> [WHAT THIS TASK INVOLVES] What lines of the data below include the word "absolute"? Report them by copying each.

> [PROVIDED INFORMATION]
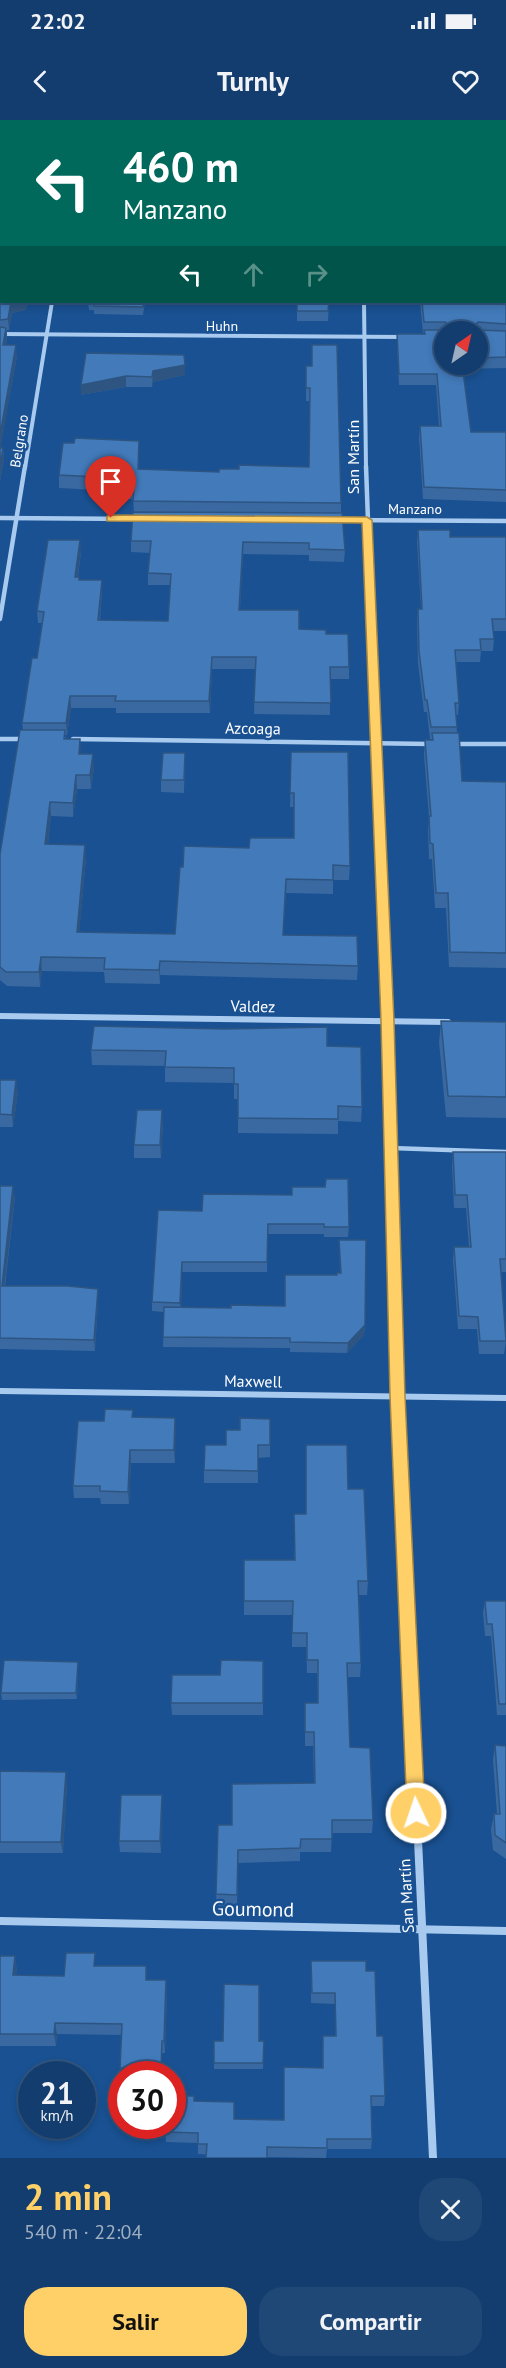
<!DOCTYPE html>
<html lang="es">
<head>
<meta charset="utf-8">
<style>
	body { margin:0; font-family:"PT Sans",sans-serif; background:#204876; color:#f1f3f6; height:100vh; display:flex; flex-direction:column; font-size:22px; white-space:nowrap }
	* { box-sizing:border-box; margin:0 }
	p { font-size:20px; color:#9daec2 }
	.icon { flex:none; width:33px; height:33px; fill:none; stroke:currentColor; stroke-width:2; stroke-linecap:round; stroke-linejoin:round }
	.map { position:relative; height:2038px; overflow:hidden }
	.drawer { display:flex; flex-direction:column; background:#133d6e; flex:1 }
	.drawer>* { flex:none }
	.guide { position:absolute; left:0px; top:0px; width:507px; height:183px; box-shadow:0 3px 9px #0003,0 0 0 2px #325681; background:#00695c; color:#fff; overflow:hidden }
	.needle { width:39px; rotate:34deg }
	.fabs { position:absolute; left:434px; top:201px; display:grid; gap:12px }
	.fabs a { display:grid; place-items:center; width:54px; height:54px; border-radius:50%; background:#133d6e; box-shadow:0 3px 9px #0003,0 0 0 2px #325681; font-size:30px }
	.speed { position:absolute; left:18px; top:1941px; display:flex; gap:12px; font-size:30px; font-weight:700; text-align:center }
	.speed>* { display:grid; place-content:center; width:78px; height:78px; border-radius:50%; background:#133d6e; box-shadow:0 3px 9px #0003,0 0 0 2px #325681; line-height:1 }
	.speed small { font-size:15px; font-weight:400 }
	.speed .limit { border:9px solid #d22; background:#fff; color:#111 }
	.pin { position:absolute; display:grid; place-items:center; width:51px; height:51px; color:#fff; margin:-62px -26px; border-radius:50% 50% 50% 0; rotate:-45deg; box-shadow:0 0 6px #0007 }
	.pin .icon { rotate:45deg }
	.me { position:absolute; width:66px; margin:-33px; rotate:357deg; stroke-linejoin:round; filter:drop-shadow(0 0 4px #0008) }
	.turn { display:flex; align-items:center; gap:21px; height:126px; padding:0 24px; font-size:27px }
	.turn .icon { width:78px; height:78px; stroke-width:2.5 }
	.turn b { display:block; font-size:42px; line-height:51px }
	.lanes { display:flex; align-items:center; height:57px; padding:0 24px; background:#0003; justify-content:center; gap:30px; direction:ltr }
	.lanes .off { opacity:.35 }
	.round { display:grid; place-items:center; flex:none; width:63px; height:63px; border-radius:24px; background:#204876 }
	.summary { display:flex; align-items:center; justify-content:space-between; height:102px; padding:0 24px }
	h1 { font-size:36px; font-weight:600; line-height:45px; color:#ffd068 }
	.button { display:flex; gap:12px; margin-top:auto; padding:12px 24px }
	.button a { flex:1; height:69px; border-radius:24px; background:#ffd068; color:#111; font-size:24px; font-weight:600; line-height:69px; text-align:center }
	.button a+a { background:#204876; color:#f1f3f6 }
	.status { display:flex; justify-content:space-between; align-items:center; height:42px; padding:0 30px; background:#133d6e; direction:ltr }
	.status svg { height:16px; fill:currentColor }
	header { display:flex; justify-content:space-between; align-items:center; height:78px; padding:0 24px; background:#133d6e; font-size:27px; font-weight:600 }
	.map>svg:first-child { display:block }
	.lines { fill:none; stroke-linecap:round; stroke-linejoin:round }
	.service { stroke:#a9caef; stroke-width:4.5 }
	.minor-far3 { stroke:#a9caef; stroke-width:4 }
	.minor-far2 { stroke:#a9caef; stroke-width:4.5 }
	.minor-far1 { stroke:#a9caef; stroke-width:6 }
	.minor { stroke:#a9caef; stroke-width:8 }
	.wall { fill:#3969a0; fill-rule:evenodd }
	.shaded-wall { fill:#2e5582 }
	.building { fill:#427aba; stroke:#2e5582; stroke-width:1.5 }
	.route { fill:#ffd068; stroke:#a68744; stroke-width:1.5 }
	.labels { text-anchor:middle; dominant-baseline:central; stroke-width:5; stroke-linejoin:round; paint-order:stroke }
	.far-street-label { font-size:14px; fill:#fff; stroke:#195192 }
	.street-label { font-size:16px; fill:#fff; stroke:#195192 }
	.near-street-label { font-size:20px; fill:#fff; stroke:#195192 }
</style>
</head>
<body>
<div class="status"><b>22:02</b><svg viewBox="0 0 49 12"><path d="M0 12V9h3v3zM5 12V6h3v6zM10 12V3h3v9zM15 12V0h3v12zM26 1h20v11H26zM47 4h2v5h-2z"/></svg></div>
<header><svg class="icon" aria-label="back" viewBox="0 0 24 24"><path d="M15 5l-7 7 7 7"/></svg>Turnly<svg class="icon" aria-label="heart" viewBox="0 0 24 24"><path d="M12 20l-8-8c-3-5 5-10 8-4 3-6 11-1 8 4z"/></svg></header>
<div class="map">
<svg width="506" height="2038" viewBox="0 0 506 2038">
	<rect width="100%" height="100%" fill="#195192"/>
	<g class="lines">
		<!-- service -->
		<path class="service" d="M391 1028 506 1032"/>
		<!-- minor-far3 -->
		<g class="minor-far3">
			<path d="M364 182 366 348"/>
			<path d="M0 214 404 217"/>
			<path d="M25 348 52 182"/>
		</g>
		<!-- minor-far2 -->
		<g class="minor-far2">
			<path d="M366 346 382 786"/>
			<path d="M0 398 140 399"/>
			<path d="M337 400 506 401"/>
			<path d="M0 499 25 346"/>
			<path d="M0 619H26"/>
			<path d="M73 619 431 624"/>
			<path d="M454 624H506"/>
		</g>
		<!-- minor-far1 -->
		<g class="minor-far1">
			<path d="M382 784 400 1340"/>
			<path d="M0 896 448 902"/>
			<path d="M0 1271 506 1278"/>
		</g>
		<!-- minor -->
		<g class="minor">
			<path d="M400 1338 433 2038"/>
			<path d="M0 1801 506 1811"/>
		</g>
	</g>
	<!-- wall -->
	<g class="wall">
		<path d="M0 96 2 182H27L26 190 12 193 9 210H7V218L6 225 17 236 0 328H3L4 339 0 362Z"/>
		<path d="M506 163V248L463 249 471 312H506V382L423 379 419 317 420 306H439L436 265H399L397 225V214H424V213H423L420 182H506ZM477 212V244H444Z"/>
		<path d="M88 182H145L143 195 94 194V190H89Z"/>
		<path d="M297 182H329L328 201H297Z"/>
		<path d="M184 235 185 255 153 262 152 267H126L81 275V265Z"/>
		<path d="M306 246 341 383V393L345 430 344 442 309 441V435L243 434 240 490 299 509 326 514 349 547V559H330V595L254 594 255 549H212L210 593H116V588H71L67 615H65L66 619 81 634 94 648 91 669H77L73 697 51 696 48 724 86 739 79 812 175 814 183 747 249 728 294 718V687H290L291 632 350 746 349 760H333V774L286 773 283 815 358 846 357 860 160 855V864L105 863 104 852 42 851 40 867 7 866 0 860V734L23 610 22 603 37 538 42 503H38L37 491 81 432 78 457 79 460H102V472L100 500 168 501 170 465H148V453L150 433 131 432V421L134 392 133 379H116L115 371 59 368V355L139 321V349L219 352 239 349 309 347V281H306Z"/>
		<path d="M418 410 450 417H506V511H493L494 519 493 531H481L480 542H456L459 583 458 595H456L457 613 462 661 506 662V848L449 847 446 788H435L432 739H429L428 711 429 697 424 635 425 620H432V619H430L427 592H424L418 543 417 501 418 489H421L417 422Z"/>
		<path d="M185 633 184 673 161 672V660Z"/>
		<path d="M441 901 506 902V998L446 997 439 922Z"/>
		<path d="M327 926 362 987 361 1002 338 1001V1014L238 1013V979H234V963L165 962V946L92 945 91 930Z"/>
		<path d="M0 960 18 972 13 1007H0Z"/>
		<path d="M163 1003 161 1038H134V1025Z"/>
		<path d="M453 1032H506V1152H501L506 1221 504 1234H479L477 1209H458L453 1140 454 1127H469L466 1088H454L452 1045Z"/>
		<path d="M0 1063V1066L15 1077 5 1166 98 1181 95 1231 0 1229Z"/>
		<path d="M202 1091 349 1107 348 1117H324V1114H268L267 1152H182L181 1187 231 1188 284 1186 340 1153 339 1120 365 1205 364 1215 347 1233 290 1232V1228L163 1227 164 1192 152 1191V1182Z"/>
		<path d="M133 1290V1297L175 1298V1343H131L129 1384H101L100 1378H74L73 1366 104 1301Z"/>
		<path d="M270 1299V1337L258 1338V1363H204V1350L240 1310Z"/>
		<path d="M306 1325 348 1369 368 1461 367 1475H359L361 1543 360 1557H347L350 1627 373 1700 372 1713H332L331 1732H300V1741L238 1743 237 1788 217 1787 216 1774 232 1705 314 1663 313 1626H305V1583H318L317 1553H307L306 1527H292V1495H244V1440H294V1394H306Z"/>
		<path d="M485 1481H506V1595H497L491 1516H485L483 1492Z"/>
		<path d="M263 1541V1595H172L171 1583 220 1555Z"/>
		<path d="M78 1542V1548L77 1579 2 1580 1 1573Z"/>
		<path d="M495 1625 506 1626V1739L493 1730 491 1709 494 1694H497L493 1640Z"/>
		<path d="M0 1651 67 1663 63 1733H0Z"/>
		<path d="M162 1675V1687L161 1733 120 1732 119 1721Z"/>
		<path d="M0 1836 17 1848 16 1855 64 1856 96 1846 147 1860H166L167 1872 165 1933H162L161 1954H122V1959L120 1948 122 1915 57 1914 56 1926H0Z"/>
		<path d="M311 1841 366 1851 377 1916 385 1976 384 1986H371L372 2019 371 2029H327L326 2038 267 2037 198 2034V2023L166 2022 165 2012 194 1981 234 1999 284 2000 322 1948 323 1916H335V1884L311 1883Z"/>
		<path d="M214 1921H264L263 1949H214Z"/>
	</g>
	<!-- shaded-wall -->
	<g class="shaded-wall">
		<path d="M11 182H27L26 190 12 193 9 210 8 199Z"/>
		<path d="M6 208 7 218 4 236 3 225Z"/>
		<path d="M16 225 17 236 0 331V315Z"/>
		<path d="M185 245V255L153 262 152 267 153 251Z"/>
		<path d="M126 256V267L81 275V265Z"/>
		<path d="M3 328 4 339 0 362V346Z"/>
		<path d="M80 420 81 432 76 469 75 457Z"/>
		<path d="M243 422V434L239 501V490Z"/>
		<path d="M102 460V472L98 512V500Z"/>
		<path d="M212 537V549L210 593 209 581Z"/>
		<path d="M70 576 71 588 67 615 66 603Z"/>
		<path d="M80 619 81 633 79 647V634Z"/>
		<path d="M93 634 94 648 91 669 90 655Z"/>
		<path d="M76 655 77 669 73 697V683Z"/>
		<path d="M50 682 51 696 46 739 45 724Z"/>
		<path d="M85 725 86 739 78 826 77 812Z"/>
		<path d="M41 837 42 851 40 867 39 852Z"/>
		<path d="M160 841V864L159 850Z"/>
		<path d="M16 960 18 972 13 1007 12 995Z"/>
		<path d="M162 990 163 1003 161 1038 160 1025Z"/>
		<path d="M13 1066 15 1077 3 1177 2 1166Z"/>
		<path d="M182 1142V1152L181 1192 180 1183Z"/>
		<path d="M98 1169V1181L95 1231 94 1220Z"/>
		<path d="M365 1205 364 1215 347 1233 348 1223Z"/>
		<path d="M175 1298 176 1311 175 1343 174 1330Z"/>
		<path d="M130 1330 131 1343 129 1384 128 1372Z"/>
		<path d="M78 1542V1548L77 1579 76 1573Z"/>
		<path d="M66 1652 67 1663 63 1733 61 1722Z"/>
		<path d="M162 1675V1687L161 1733 160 1721Z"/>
		<path d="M15 1836 17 1848 15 1867 13 1855Z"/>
		<path d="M166 1860 167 1872 165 1933 164 1921Z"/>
		<path d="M55 1903 57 1914 56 1926 54 1914Z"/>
	</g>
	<!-- building -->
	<g class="building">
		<path d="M2 89V182H15H11L8 199 0 200V96Z"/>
		<path d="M506 163V204L478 202 474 206 478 210 506 211V237L477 238V212H444V244H462L471 312H506V370L424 367 420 306H441L437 254H399L397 214H425L424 210H445L449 205 445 202H424L422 182H506Z"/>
		<path d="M95 182H144L143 187 94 186Z"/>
		<path d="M297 182H329L328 191H297Z"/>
		<path d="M0 207 6 208 3 225H16L0 315Z"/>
		<path d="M312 225H337L341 383 133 381 134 367 115 366 116 358 59 355 63 323H74L75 318 139 321 138 349 219 352V349H239V345L309 347 310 268H306V246H312Z"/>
		<path d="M86 233 184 235 185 245 153 251 152 257 126 256 81 265Z"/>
		<path d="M0 328H3L0 346Z"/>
		<path d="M133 392 342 393 345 430 309 429V423L243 422 239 490H299V509L326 510V514H348L349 547H330L331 583 254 582 256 537H212L209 581H115L116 576H70L66 603H22L32 538H37L44 492 37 491 48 420H80L75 457H79V460H102L98 500 168 501 171 454 148 453 151 421H131Z"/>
		<path d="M418 410H450V417H506V499H492L494 519H480L481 530H455L459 583H455L457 607H431L427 580H425L419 531 418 489H422Z"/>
		<path d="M20 610H65L64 619H80L79 634H93L90 655H76L73 683 50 682 45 724 85 725 77 812 175 814 180 747H183L184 726 249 728 250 718H294V673H290L291 632H348L350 746 333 745V760L286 759 283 815 357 816 358 846 160 841 159 850 104 849 105 838 41 837 39 852H6L0 847V734Z"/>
		<path d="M432 613H459L462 661 506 662V833L450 832 448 773H436L433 724 430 723 429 696H431L425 620H433Z"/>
		<path d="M163 633H185L184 660H161Z"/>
		<path d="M441 901 506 902V977L448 976Z"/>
		<path d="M94 906 224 909 327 907V926L361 927 362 987 338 986V999L238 998V964H234V948L165 947 166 931 91 930Z"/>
		<path d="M0 960H16L12 995 0 994Z"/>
		<path d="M137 990H162L160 1025H134Z"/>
		<path d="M453 1032H506V1139H500L506 1221H480L478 1197 459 1196 454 1127H471L467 1075H455Z"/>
		<path d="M326 1059H348L349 1107H324V1104H268L267 1142H182L180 1183 152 1182 158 1090 202 1091 203 1074 292 1075V1067H325Z"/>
		<path d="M0 1066H13L2 1166H68L98 1169 94 1220 0 1218Z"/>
		<path d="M339 1120H366L365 1205 348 1223 290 1222V1218L163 1217 164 1187 231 1188V1185L285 1186V1155H337V1153H341Z"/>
		<path d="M105 1289 133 1290 132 1297 175 1298 174 1330H130L128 1372 100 1371V1366H73L78 1301H104Z"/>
		<path d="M240 1298 270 1299V1325H258V1351L204 1350 205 1325H226V1310H240Z"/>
		<path d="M306 1325H347L348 1369H364L368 1461H358L361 1543H347L350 1627 370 1628 373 1700H332V1719H301L300 1728 238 1730 237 1775 216 1774 218 1705H232V1664L315 1663 314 1612H305V1583H318V1540H307V1513H292L293 1481H244V1440H295L294 1394H306Z"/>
		<path d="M485 1481H506V1584H499L492 1504H487Z"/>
		<path d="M4 1540 78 1542 76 1573H1Z"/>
		<path d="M221 1540 263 1541V1583H171L172 1555H220Z"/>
		<path d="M495 1625 506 1626V1723L495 1715 494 1694H500Z"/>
		<path d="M0 1651 66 1652 61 1722H0Z"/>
		<path d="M121 1675H162L160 1721H119Z"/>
		<path d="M66 1833H95L94 1846H146V1860H166L164 1921H162L161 1948H120L122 1904 55 1903 54 1914H0V1836H15L13 1855 64 1856Z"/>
		<path d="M311 1841H366V1851H375L377 1916H383L385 1976H371L372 2019H327V2028L267 2027V2038H206L207 2024H198V2013L165 2012 166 2006H172V1976H194V1981L234 1982V1999L284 2000V1947L323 1948V1916H336L335 1873H312Z"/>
		<path d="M224 1864 259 1865V1921H264L263 1943H214V1921H223Z"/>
	</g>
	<!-- route -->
	<path class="route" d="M111 395 367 397 372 400 394 901 405 1276 425 1693 422 1699 416 1701 410 1699 407 1693 390 1276 381 901 362 403 107 401V396Z"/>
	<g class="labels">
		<!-- far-street labels -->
		<g class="far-street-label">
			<text x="222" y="206">Huhn</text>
			<text transform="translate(19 321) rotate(-81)">Belgrano</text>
			<text x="415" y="389">Manzano</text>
		</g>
		<!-- street labels -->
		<g class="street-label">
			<text transform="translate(353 337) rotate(-90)">San Martín</text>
			<text transform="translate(253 608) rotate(1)">Azcoaga</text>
			<text transform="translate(253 886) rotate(1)">Valdez</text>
			<text transform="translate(253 1261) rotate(1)">Maxwell</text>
			<text transform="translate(406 1776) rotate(-93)">San Martín</text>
		</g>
		<!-- near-street labels -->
		<g class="near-street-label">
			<text transform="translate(253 1789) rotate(1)">Goumond</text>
		</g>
	</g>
</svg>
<div class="fabs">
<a><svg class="needle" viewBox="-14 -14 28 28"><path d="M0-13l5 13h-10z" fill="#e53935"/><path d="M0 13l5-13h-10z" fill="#9daec2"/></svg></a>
</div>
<div class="speed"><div>21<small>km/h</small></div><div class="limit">30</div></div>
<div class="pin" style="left:111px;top:398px;background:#d93025"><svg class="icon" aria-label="arrive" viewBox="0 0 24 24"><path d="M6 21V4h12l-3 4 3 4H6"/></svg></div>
<svg class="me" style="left:416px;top:1693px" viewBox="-20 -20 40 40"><circle r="17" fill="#ffd068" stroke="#fff" stroke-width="3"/><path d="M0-11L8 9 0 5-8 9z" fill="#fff"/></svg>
<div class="guide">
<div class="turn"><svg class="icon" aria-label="left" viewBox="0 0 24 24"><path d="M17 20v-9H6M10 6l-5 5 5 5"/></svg><div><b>460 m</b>Manzano</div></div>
<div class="lanes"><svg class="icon" aria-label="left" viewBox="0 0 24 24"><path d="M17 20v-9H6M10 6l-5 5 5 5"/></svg><svg class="icon off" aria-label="ahead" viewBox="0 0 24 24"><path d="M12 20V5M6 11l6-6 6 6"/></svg><svg class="icon off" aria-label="right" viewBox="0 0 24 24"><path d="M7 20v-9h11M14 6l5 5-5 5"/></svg></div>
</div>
</div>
<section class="drawer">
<div class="summary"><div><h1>2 min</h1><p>540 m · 22:04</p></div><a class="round"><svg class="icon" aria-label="close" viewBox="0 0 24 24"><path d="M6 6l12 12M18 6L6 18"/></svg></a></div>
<div class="button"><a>Salir</a><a>Compartir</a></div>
</section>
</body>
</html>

> [TASK SOLUTION]
	.guide { position:absolute; left:0px; top:0px; width:507px; height:183px; box-shadow:0 3px 9px #0003,0 0 0 2px #325681; background:#00695c; color:#fff; overflow:hidden }
	.fabs { position:absolute; left:434px; top:201px; display:grid; gap:12px }
	.speed { position:absolute; left:18px; top:1941px; display:flex; gap:12px; font-size:30px; font-weight:700; text-align:center }
	.pin { position:absolute; display:grid; place-items:center; width:51px; height:51px; color:#fff; margin:-62px -26px; border-radius:50% 50% 50% 0; rotate:-45deg; box-shadow:0 0 6px #0007 }
	.me { position:absolute; width:66px; margin:-33px; rotate:357deg; stroke-linejoin:round; filter:drop-shadow(0 0 4px #0008) }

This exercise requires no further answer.